答)昨日、インボイス関係閣僚会議から公表した支援策では、先週2日に閣議決定いたしました総合経済対策に盛り込まれた施策を中心に、事業者向け相談体制の拡充、免税事業者が不当な扱いを受けないための取組の強化に加えまして、インボイス対応を行う小規模事業者向けのIT導入補助金を拡充するなどのデジタル化推進策や、各業界の特性を踏まえた事業基盤の強化策など、幅広い事業者の不安等に対応する内容としたところであります。
そして10月にインボイス制度、開始をされたわけでありますが、それ以降、大きな混乱というものは把握されていないという承知をしておりますけれども、制度開始後、取引相手との関係や思っていた以上の事務負担の発生があるなどで悩みを抱えている事業者がいらっしゃるとの報道があること、これは承知をいたしております。こうした悩みに対しましては、引き続き、公正取引委員会による監視を行うなど、政府を挙げて取引環境の整備に取り組むとともに、デジタル化による経理業務等の負担軽減に資するIT導入補助金といった支援策を用意しているところです。
今般公表した支援策においても、これらの取組の充実等を盛り込んでおりまして、今後、着実に実施するとともに、引き続きまして、制度の施行状況等をフォローアップして、事業者の立場に立って1つ1つの課題に対応してまいりたいと思っております。

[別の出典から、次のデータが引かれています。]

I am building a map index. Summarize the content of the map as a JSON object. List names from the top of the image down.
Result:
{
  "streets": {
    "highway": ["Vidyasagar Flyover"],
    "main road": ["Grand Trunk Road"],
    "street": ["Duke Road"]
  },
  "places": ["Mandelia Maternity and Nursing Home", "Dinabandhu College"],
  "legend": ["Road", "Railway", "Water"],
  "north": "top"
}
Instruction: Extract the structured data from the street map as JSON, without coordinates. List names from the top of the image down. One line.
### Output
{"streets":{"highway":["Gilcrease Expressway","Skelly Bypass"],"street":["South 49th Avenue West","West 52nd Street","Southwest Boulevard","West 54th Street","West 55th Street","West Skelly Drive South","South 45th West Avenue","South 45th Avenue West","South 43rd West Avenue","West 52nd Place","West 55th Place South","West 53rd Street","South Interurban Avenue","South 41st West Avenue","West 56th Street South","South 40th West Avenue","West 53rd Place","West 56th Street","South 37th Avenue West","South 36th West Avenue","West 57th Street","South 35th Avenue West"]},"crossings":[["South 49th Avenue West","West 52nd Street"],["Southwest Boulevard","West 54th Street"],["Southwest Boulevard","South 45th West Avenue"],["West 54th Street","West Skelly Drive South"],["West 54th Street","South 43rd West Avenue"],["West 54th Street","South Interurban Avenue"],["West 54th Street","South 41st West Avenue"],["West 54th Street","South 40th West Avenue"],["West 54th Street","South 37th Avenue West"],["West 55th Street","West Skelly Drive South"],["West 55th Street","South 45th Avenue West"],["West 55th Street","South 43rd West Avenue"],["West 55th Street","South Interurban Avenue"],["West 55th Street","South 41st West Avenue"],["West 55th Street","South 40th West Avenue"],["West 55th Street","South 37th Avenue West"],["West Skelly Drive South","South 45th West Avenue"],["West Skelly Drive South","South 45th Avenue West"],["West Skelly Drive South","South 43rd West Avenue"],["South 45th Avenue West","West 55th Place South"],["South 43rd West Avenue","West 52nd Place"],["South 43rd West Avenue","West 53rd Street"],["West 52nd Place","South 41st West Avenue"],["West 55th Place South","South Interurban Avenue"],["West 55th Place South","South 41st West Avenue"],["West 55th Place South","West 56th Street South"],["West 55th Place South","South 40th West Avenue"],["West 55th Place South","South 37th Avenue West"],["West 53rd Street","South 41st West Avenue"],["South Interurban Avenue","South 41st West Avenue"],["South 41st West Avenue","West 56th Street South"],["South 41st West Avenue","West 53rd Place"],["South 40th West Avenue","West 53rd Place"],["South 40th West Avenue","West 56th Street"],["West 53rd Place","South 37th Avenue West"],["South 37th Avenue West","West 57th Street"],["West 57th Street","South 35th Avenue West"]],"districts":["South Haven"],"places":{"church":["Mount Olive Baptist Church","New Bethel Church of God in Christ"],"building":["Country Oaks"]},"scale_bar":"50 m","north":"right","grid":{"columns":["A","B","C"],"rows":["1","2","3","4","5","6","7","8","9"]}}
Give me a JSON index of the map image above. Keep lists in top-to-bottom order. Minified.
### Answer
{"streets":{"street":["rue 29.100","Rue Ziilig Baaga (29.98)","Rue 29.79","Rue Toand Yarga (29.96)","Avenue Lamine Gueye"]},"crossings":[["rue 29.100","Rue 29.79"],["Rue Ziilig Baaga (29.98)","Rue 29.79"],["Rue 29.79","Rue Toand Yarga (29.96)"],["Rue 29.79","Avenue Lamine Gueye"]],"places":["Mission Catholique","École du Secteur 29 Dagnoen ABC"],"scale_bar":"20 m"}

問)中古車販売大手ビッグモーターによる自動車保険の保険金の不正請求問題をめぐって、金融庁が損害保険ジャパンの親会社のSOMPOホールディングスへの立入検査を始めたという報道がありましたが、この点について事実関係が分かっているものがあれば教えてください。
答)昨日、SOMPOホールディングスに対しまして、今回の保険金不正請求事案に関して保険業法に基づく立入検査の実施を決定し、そして即日その旨を通知して検査を開始いたしました。
損保ジャパンに対しましては本年9月より立入検査を行っているところですが、当該検査において、損保ジャパンの経営管理態勢や内部管理態勢上の課題にも踏み込んで検証を進める過程で、子会社である損保ジャパンの経営管理等について一定の責任の立場にあるSOMPOホールディングスについても確認を行う必要が生じました。
そのため今回、保険不正請求事案に関して、SOMPOホールディングスが子会社の経営管理を適切に行っていたかについて、立入検査を通じて深みのある実態把握を進めていくことといたしました。
その上で金融庁としては、立入検査において判明した結果に応じて、法令に基づいて厳正に対処していきたいと考えています。
問)SOMPOホールディングスの立ち入りについて追加で質問させてください。今のお話ですと立入検査の決定、実行開始は昨日6日からスタートしたということで、あといつ頃まで予定されているのかというメドがあったら教えてください。あと、これによっていわゆるSOMPOホールディングスの経営陣にも今回の問題について責任があるというふうな、SOMPOホールディングスの経営陣の責任もあるということを視野に入れた検査ということでよろしいでしょうか。
答)昨日、先程申し上げましたように立入検査の実施を決定するとともに、その旨を通知し、検査を開始いたしました。そして実際に立ち入る実施日でありますが、これは金融庁及びSOMPOホールディングスの準備が整い次第、速やかに開始をするということであります。そして期限については、立入検査をして必要な実態を把握するまで行うということであります。それからSOMPOホールディングスの責任ということでありますが、これは立入検査をしたその結果によるものでありまして、これから立入検査をするわけでありますから、それを今の段階で申し上げることはできないということだと思います。
問)自賠責自動車安全特会の繰戻しの件です。大臣、1年前の会見でも同じことを聞いているんですけれども、一般会計の財政事情、これが繰戻しの額に影響することをお話しされております。一方で、大臣間合意では繰戻しを継続的にやることで繰戻額を決定していくというようなことがあります。この2つの条件なんですけれども、今回財政事情、減税ということもあって好調ではないかと思われるんですけれども、どのようにお考えでしょうか。
答)自動車安全特別会計に対する一般会計からの繰戻しにつきましては、国土交通大臣との合意によりまして、令和4年度の繰戻額の水準、54億円でありましたが、これを踏まえること、繰戻しに継続的に取り組むことなどとされております。大臣合意、これは大変重いものだと思っております。
財務省としては、財政事情が厳しい中におきましても、減税の実施の如何にかかわらず、大臣間での合意に基づいて、一般会計からの繰戻しを着実に進めていきたいと、そのように考えております。今後の予算においても引き続き、国土交通省と協議の上、真摯に対応してまいります。
問)そうすると大臣の認識としては依然として財政状況は厳しいと。なので繰戻額については厳格な対応をしていくというようなことになるんでしょうか。
答)大臣合意を基本としてやってまいりたいと思います。